- Em Madrid, ativistas da oposição venezuelana acompanharam a notícia da captura de Nicolás Maduro por forças dos EUA e sua remoção para Nova York.
- A oposição e analistas destacam que a transição precisa ser ordeira, pacífica e respeitosa, com dúvidas sobre quem liderará o processo.
- A oposição rejeita a ideia de que a vice-presidente Delcy Rodríguez assuma o poder, defendendo que a candidatura legítima vem de líderes eleitos antes de Maduro.
- Figuras como Maria Corina Machado e Edmundo González aparecem como opções discutidas, ainda que haja disputas internas sobre quem deve presidir o governo de transição.
- A Espanha abriga a maior comunidade venezuelana fora da América Latina e dos EUA, incluindo milhares na região das Canárias, com expectativa de retorno caso haja mudança democrática.
Venezuela vive uma mudança significativa após a suposta captura de Nicolás Maduro por forças dos EUA, conforme anunciam autoridades americanas.

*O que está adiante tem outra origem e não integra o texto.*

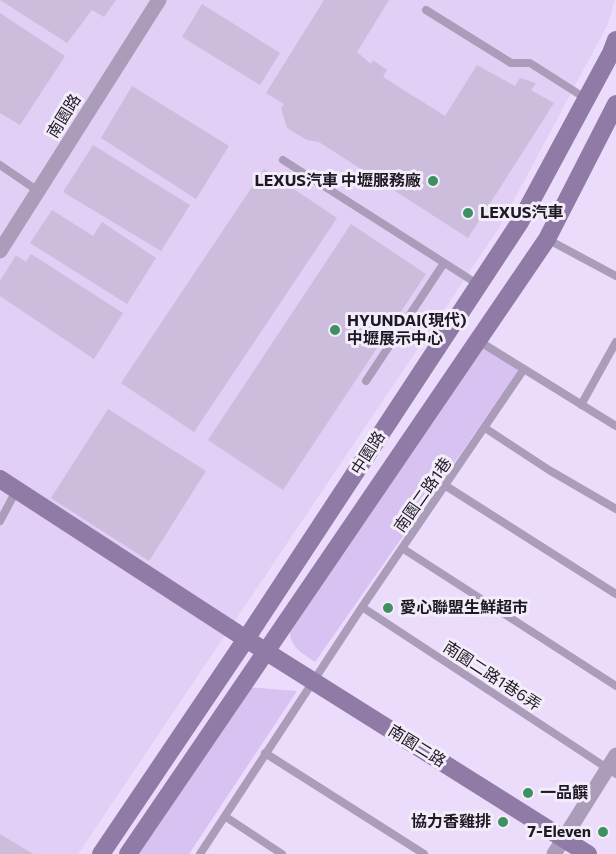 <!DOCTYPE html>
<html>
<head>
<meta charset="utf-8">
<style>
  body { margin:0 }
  canvas { display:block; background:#ebdcfc }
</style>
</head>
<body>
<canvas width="616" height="854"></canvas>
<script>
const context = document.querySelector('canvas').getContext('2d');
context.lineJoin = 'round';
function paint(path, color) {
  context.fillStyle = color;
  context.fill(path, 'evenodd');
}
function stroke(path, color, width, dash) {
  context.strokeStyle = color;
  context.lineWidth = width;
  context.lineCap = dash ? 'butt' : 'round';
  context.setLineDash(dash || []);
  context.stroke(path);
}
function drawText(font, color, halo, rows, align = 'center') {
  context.font = font + ' Commissioner,"Noto Sans TC",sans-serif';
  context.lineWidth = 6;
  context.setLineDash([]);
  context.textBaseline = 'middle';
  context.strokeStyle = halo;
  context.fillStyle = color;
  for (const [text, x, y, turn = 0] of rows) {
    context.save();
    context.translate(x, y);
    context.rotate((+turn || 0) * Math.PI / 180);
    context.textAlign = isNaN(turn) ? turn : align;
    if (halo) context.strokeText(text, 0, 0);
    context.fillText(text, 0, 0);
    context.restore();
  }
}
const built = new Path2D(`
  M0,0H615L608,24L499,228L78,854H0Z`);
const green = new Path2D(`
  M479,345L519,370L315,662C297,650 288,645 290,622Z
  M247,687L297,691L189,854H135Z`);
const building = new Path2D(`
  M0,0H116L104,17L92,10L67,43Z
  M324,0H389L357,52L371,64L373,60L387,70L383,77L445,116L477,65L515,86L520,78L536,83L531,90L554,103L468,238L319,142L307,140L287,128L281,108L284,104L266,93Z
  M202,4L280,53L260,85L182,37Z
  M0,13L65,56L20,125L0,113Z
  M132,86L229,146L196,199L101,138Z
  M93,145L190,205L161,251L63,192Z
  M264,169L337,218L194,432L121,383Z
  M52,210L93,236L102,222L156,258L127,304L30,243Z
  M351,224L426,274L283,490L208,440Z
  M31,254L123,313L94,359L0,296V281L16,255L26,262Z
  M108,409L206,471L149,561L51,498Z
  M0,834L33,854H0Z`);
const lane = new Path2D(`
  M426,10L511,63H530L585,98
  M283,160L479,285
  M0,165L38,191
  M547,239L616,276
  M524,369L616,426
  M366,381L444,263
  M581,405L616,342
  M485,428L549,470L616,509
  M446,486L616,594
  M0,521L16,491
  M402,548L616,686
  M362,607L616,774
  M265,753L424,854
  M226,817L282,854
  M200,854L362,607L524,369L477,340`);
const street = new Path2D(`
  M0,251L159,0
  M554,854L616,755`);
const secondary = new Path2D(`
  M0,479L246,639L588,854
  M101,854L246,639L520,222L611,53L616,40
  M128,854L547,239L616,104`);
const markers = [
  [433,181,6,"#3e9062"],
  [468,213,6,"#3e9062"],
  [335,330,6,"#3e9062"],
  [388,608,6,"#3e9062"],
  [528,793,6,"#3e9062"],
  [503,822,6,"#3e9062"],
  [603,832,6,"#3e9062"]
];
const streetNames = [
  ["南園路",64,116,-58],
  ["中園路",368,453,-57],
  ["南園二路1巷",423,495,-55],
  ["南園二路1巷6弄",492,676,33],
  ["南園二路",417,746,32]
];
const poiNames = [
  ["LEXUS汽車 中壢服務廠",421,181,"right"],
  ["LEXUS汽車",480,213],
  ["HYUNDAI(現代)",347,321],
  ["中壢展示中心",347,339],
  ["愛心聯盟生鮮超市",400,608],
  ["一品饌",540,793],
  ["協力香雞排",491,822,"right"],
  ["7-Eleven",591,832,"right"]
];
paint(built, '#e1cff6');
paint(green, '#d8c2f2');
paint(building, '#ccbddd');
stroke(lane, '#ab9dba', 8);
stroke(street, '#ab9dba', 15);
stroke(secondary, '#907ba6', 18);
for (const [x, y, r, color] of markers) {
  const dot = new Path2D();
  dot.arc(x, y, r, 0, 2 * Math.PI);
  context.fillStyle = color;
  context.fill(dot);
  stroke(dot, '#f3edfa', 2);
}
drawText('16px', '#1f1925', '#f3edfa', streetNames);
drawText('bold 16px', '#1f1925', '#f3edfa', poiNames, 'left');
</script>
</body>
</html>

O episódio ocorreu sem confirmação simultânea no país, aumentando a expectativa entre opositores no exterior, especialmente em Madrid.

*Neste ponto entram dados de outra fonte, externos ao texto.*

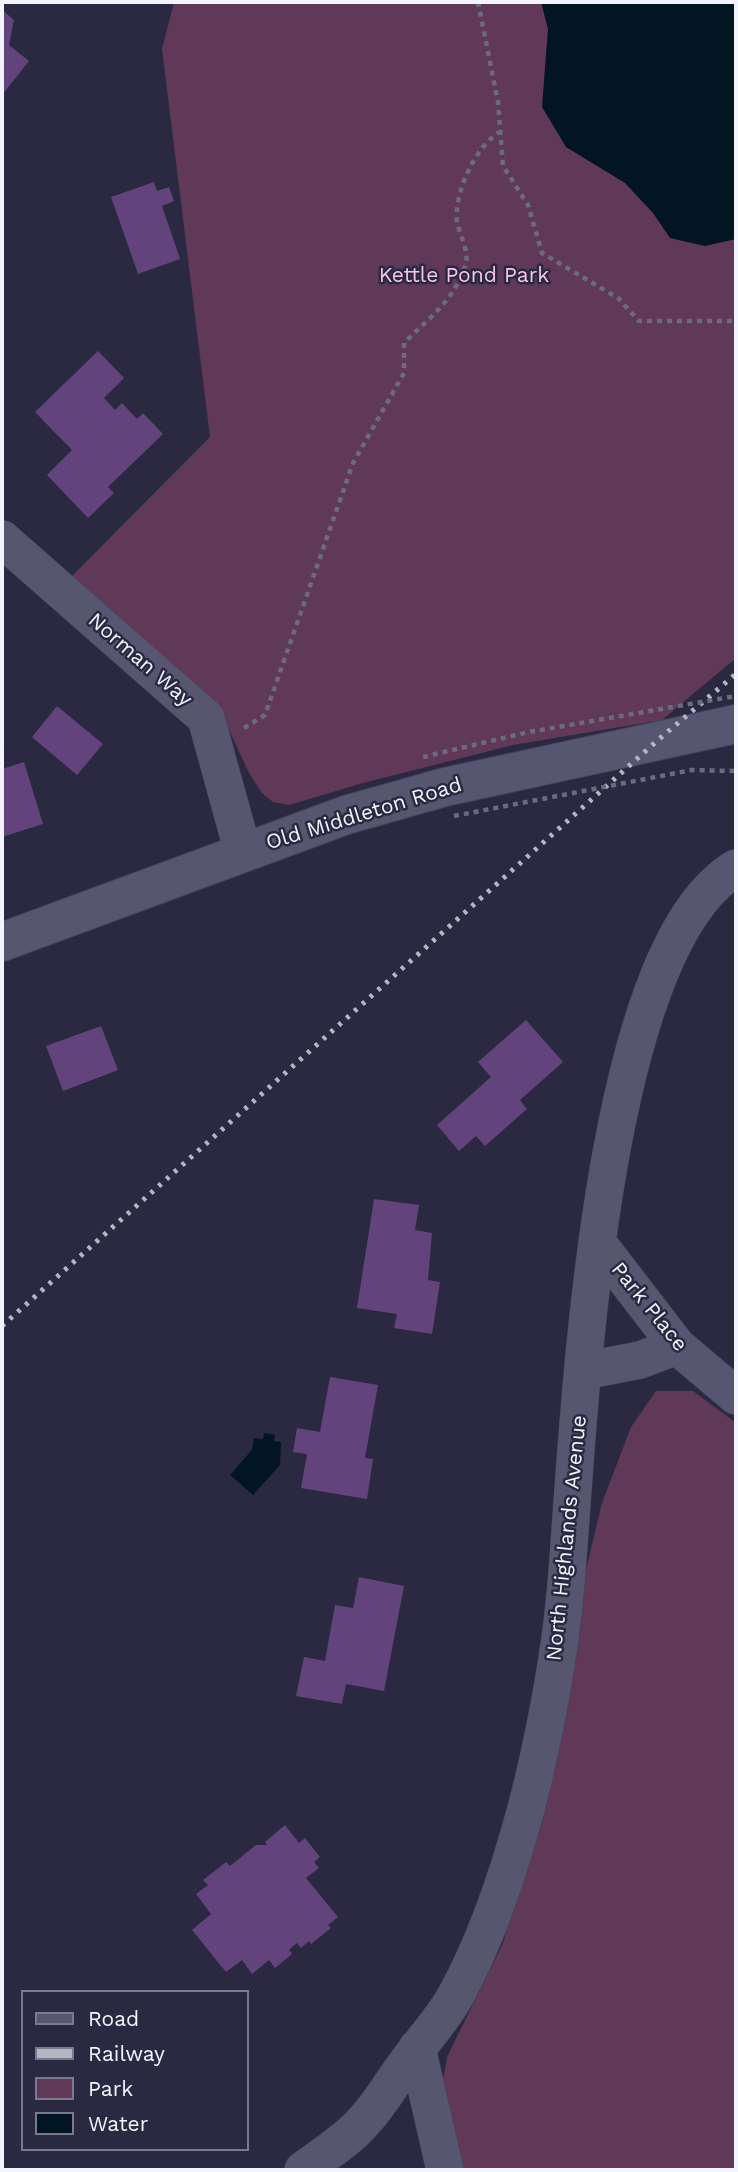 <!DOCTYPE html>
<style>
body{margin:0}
#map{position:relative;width:738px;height:2172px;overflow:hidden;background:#2a2941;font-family:"Work Sans",sans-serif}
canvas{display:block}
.frame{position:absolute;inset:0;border:4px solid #f3f4fd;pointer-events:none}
.legend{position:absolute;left:21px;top:1990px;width:228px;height:161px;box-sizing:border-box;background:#2a2941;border:2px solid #7a7a8c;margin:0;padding:9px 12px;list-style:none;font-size:21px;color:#f3f4fd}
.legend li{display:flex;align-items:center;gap:14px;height:35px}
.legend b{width:35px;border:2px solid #7a7a8c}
</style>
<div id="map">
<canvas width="738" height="2172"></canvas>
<div class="frame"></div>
<ul class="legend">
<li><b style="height:9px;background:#575671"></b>Road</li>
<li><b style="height:9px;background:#b5b5c3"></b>Railway</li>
<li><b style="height:19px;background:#603958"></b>Park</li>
<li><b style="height:19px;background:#011522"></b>Water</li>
</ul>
</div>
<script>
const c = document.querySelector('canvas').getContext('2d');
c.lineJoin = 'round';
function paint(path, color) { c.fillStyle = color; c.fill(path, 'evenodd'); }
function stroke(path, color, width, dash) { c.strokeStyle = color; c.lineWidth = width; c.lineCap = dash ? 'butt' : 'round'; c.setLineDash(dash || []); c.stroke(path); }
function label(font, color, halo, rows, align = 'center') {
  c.font = font + ' "Work Sans",sans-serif'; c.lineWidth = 5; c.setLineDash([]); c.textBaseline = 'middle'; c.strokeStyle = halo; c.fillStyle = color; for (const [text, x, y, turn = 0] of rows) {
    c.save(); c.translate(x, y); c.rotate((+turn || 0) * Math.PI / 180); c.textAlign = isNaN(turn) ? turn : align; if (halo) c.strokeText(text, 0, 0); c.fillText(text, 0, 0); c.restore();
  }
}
const green = new Path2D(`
 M174 2H736V658L662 720 513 745 363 783 289 805 273 802 262 793 249 773 220 711 72 576 210 437 162 49Z
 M656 1391H693L736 1423V2170H458L440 2098 447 2057 503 1943 551 1772 573 1624 602 1503 631 1427Z`);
const water = new Path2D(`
 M541 2H736V239L705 246 670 238 653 213 625 183 566 147 542 107 548 29Z
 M264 1433 275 1435 274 1441 281 1442 280 1465 253 1495 230 1475 252 1450 254 1438 263 1439Z`);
const building = new Path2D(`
 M2 10 14 20 9 45 29 61 2 95Z
 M154 182 157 191 169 187 174 201 162 206 180 259 138 274 111 197Z
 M98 351 124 378 104 398 115 410 122 403 137 419 143 413 163 434 108 487 114 493 88 518 47 475 72 450 35 412Z
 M57 706 103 744 77 775 32 737Z
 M24 762 43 824 2 837V769Z
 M526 1020 563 1062 520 1100 527 1109 485 1146 476 1136 459 1151 437 1125 491 1077 478 1062Z
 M101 1026 118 1070 63 1091 46 1046Z
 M374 1199 419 1205 415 1230 432 1233 428 1280 440 1282 432 1334 394 1328 397 1314 357 1308Z
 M330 1377 378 1385 365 1458 373 1459 367 1499 301 1488 307 1454 293 1452 297 1428 320 1432Z
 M359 1577 404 1586 384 1691 346 1684 342 1704 296 1696 304 1657 325 1661 335 1605 353 1608Z
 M285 1825 299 1843 305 1838 320 1857 314 1862 319 1868 306 1878 338 1917 328 1925 331 1928 311 1944 309 1941 301 1948 297 1943 289 1950 292 1954 275 1968 269 1960 252 1974 242 1960 226 1972 192 1930 211 1914 196 1894 208 1885 203 1880 226 1862 230 1866 256 1845H267L265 1842Z`);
const path = new Path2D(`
 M478 2 498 102 503 166 528 205 542 253 618 298 639 321H736
 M244 728 265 715 353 463 404 373V343C430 317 456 299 466 263 469 250 459 234 457 221 454 193 476 145 500 132`);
const minor = new Path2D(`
 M2 539 206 718 243 852
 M597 1242 677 1346 736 1396
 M583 1371 640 1360 677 1346
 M417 2048 445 2170
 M303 2170C323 2155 348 2140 364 2121 380 2104 392 2082 406 2064 422 2041 443 2019 456 1995 486 1941 510 1868 526 1809 544 1740 560 1656 566 1585 579 1429 596 951 736 868`);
const tertiary = new Path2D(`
 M2 942 346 815 445 787 736 724`);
const rail = new Path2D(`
 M2 1326 658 740 736 674`);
const pathBridge = new Path2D(`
 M423 757 529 732 736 696
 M454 816 692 770 736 771`);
const parkNames = [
 ["Kettle Pond Park",464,276]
];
const streetNames = [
 ["Norman Way",140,660,41],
 ["Old Middleton Road",364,814,-17],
 ["Park Place",649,1307,51],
 ["North Highlands Avenue",567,1538,-84]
];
paint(green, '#603958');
paint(water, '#011522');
paint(building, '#63437b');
stroke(minor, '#444356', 38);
stroke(tertiary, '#444356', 40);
stroke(path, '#6c6b7e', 4.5, [5, 5]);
stroke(minor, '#575671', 37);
stroke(tertiary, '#575671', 38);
stroke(rail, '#b5b5c3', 5, [3.5, 7]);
stroke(pathBridge, '#6c6b7e', 4.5, [5, 5]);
label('21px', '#f6c4ea', '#2a2941', parkNames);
label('21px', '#f3f4fd', '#2a2941', streetNames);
</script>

Em Madrid, ativistas da oposição e seguidores do cenário venezuelano acompanharam a notícia com cautela. Embora recebam o desfecho de forma favorável, destacam a necessidade de uma transição pacífica e ordeira, sem rupturas abruptas.

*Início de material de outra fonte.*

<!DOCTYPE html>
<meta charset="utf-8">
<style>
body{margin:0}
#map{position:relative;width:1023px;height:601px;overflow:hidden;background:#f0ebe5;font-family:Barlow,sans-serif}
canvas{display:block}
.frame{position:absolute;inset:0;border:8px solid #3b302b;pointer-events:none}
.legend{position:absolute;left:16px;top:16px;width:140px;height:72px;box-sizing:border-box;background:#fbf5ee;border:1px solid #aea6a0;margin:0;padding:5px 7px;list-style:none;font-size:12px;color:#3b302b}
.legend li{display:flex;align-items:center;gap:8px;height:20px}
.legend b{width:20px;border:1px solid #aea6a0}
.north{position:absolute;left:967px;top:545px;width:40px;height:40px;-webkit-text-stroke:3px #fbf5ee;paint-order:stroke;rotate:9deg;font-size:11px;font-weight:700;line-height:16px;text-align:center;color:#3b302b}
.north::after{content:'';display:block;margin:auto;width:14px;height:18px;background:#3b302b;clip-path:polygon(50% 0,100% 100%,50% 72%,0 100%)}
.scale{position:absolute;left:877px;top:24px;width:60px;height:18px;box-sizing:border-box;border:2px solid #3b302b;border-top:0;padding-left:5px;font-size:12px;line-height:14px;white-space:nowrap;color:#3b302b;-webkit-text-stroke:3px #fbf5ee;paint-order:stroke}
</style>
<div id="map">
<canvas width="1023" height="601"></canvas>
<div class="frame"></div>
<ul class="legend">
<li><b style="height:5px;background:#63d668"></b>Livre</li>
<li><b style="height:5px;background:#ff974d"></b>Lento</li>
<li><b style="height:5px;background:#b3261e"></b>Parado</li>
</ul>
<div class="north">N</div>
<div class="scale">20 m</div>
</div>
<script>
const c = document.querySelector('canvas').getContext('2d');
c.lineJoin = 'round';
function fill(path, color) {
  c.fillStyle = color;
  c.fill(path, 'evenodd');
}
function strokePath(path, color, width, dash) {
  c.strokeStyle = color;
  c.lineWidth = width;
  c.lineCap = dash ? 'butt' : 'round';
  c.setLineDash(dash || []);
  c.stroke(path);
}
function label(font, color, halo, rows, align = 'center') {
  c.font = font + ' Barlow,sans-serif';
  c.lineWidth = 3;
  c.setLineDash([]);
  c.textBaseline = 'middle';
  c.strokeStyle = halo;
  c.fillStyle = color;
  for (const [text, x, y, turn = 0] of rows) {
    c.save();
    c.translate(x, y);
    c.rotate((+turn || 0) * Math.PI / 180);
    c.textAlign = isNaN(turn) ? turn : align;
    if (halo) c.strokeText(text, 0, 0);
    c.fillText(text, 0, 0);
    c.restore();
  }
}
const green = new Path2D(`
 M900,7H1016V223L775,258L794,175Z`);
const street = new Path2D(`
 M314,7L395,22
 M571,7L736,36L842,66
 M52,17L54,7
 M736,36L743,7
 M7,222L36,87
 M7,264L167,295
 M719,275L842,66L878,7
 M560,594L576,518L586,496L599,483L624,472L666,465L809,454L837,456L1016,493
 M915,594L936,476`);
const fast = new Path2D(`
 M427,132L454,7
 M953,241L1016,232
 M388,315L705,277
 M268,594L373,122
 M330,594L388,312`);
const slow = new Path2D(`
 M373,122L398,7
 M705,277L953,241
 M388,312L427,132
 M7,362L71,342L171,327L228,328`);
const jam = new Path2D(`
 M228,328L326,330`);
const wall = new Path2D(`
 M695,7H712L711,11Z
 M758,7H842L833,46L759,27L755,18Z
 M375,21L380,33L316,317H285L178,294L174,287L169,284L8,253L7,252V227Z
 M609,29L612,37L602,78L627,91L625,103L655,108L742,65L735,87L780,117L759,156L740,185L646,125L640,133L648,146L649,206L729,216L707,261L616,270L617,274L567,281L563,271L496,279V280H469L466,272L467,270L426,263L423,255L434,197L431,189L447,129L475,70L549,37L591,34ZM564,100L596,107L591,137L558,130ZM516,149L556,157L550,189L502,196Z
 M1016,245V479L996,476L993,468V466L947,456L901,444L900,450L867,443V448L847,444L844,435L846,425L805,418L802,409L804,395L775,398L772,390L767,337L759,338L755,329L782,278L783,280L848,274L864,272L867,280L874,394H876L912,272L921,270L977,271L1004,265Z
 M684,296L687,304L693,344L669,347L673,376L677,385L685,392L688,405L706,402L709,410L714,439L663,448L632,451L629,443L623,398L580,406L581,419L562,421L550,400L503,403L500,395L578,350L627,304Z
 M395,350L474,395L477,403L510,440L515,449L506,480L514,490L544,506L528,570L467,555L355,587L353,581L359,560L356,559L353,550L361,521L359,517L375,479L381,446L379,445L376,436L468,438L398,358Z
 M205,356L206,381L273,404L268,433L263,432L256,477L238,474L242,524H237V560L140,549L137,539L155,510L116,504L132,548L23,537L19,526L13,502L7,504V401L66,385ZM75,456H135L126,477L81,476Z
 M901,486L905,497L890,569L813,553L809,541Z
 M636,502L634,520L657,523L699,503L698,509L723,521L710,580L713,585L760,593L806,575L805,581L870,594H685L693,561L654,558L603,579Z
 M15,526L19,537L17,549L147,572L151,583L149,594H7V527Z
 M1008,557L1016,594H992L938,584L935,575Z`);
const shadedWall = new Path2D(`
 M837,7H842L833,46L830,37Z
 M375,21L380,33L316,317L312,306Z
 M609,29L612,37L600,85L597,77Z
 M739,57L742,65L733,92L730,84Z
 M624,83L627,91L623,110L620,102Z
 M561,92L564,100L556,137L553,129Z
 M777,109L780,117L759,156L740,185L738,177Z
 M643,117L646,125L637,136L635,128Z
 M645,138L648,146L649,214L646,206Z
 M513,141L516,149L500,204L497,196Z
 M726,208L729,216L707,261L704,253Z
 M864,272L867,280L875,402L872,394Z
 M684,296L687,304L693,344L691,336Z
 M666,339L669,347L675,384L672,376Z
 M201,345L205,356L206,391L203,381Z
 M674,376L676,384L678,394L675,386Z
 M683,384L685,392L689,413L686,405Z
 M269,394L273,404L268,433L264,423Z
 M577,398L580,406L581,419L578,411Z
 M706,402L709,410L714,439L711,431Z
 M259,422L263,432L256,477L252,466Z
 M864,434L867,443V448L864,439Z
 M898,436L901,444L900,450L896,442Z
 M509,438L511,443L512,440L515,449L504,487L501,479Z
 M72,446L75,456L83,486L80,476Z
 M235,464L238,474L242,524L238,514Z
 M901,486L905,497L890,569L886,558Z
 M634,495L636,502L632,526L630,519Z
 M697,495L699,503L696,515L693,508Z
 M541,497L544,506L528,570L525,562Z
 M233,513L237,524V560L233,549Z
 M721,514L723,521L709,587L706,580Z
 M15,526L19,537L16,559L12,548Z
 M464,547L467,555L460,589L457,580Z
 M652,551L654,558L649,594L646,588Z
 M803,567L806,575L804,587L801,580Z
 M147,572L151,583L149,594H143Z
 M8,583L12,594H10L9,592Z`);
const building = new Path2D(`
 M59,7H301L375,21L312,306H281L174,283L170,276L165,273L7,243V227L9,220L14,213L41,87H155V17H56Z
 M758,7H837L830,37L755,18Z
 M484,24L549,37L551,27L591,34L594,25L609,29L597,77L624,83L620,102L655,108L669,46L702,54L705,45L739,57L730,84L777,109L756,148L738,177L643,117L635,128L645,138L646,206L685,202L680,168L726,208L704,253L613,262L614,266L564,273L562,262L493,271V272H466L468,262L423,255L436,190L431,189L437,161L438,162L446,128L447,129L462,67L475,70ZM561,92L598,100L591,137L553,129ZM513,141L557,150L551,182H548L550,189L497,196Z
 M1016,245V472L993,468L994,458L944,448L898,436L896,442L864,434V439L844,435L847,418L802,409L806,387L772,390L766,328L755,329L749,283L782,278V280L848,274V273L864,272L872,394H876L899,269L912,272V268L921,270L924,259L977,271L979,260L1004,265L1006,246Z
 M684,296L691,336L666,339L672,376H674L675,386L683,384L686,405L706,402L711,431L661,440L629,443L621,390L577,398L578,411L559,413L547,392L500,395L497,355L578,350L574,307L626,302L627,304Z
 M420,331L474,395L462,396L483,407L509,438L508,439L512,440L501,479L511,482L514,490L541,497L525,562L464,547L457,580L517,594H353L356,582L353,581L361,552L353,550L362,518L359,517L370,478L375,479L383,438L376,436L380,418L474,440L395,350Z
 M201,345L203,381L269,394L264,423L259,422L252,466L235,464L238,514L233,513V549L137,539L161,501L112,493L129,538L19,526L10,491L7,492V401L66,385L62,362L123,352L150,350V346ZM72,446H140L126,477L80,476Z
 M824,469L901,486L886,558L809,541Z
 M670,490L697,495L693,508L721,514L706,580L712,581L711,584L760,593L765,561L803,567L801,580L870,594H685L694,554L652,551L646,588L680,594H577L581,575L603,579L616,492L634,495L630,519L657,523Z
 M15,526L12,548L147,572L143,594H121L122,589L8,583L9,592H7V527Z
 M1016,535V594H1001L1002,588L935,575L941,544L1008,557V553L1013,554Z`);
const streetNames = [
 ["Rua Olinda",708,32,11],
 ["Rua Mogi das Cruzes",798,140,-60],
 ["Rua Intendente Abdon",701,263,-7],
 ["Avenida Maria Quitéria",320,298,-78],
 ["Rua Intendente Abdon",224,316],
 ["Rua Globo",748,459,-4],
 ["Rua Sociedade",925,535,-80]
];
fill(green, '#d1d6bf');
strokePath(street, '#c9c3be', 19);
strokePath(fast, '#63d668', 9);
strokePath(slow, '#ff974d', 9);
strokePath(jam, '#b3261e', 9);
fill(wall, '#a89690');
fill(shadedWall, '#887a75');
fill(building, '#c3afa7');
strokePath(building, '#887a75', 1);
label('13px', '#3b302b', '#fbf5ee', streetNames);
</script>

A Casa Branca informou que Maduro foi capturado e transportado para a cidade de Nova York, com a esposa do líder venezuelano incluída na mobilização. A notícia não teve confirmação oficial das autoridades venezuelanas ainda na manhã de hoje.
O Brasil de origem oposicionista em Madrid envolve figuras que defendem a continuidade do processo democrático, citando a vitória eleitoral de 2024 como base de legitimidade. Eles sublinham a importância de compor um governo transitório com participação da oposição.
Analistas consultados destacam que a viabilidade de um governo sem Maduro é incerta e que as posições oposicionistas permanecem divididas. A possibilidade de um acordo entre diferentes correntes aparece como tema central no debate.
Especialistas em relações internacionais em Madrid sugerem que o regime atual pode buscar manter elementos de continuidade, enquanto setores da oposição defendem uma transição com inclusões de lideranças já reconhecidas pelo eleitorado.
Em se tratando de cenário político venezuelano, há chances de uma transição mediada por atores externos, com a participação de líderes da oposição que obtiveram vitórias eleitorais passadas. Um governo de transição é visto como etapa provável.
Entre os venezuelanos no arquipélago espanhol das Canárias, há expectativas mistas sobre o que vem pela frente. Muitos desejam o retorno ao país com estabilidade política e econômica, mantendo o diálogo como caminho principal.
Especialistas destacam que, para evitar retrocessos, é fundamental um calendário claro para eleições e reformas institucionais, preservando direitos civis e a integridade institucional. A continuidade institucional é apontada como prioridade.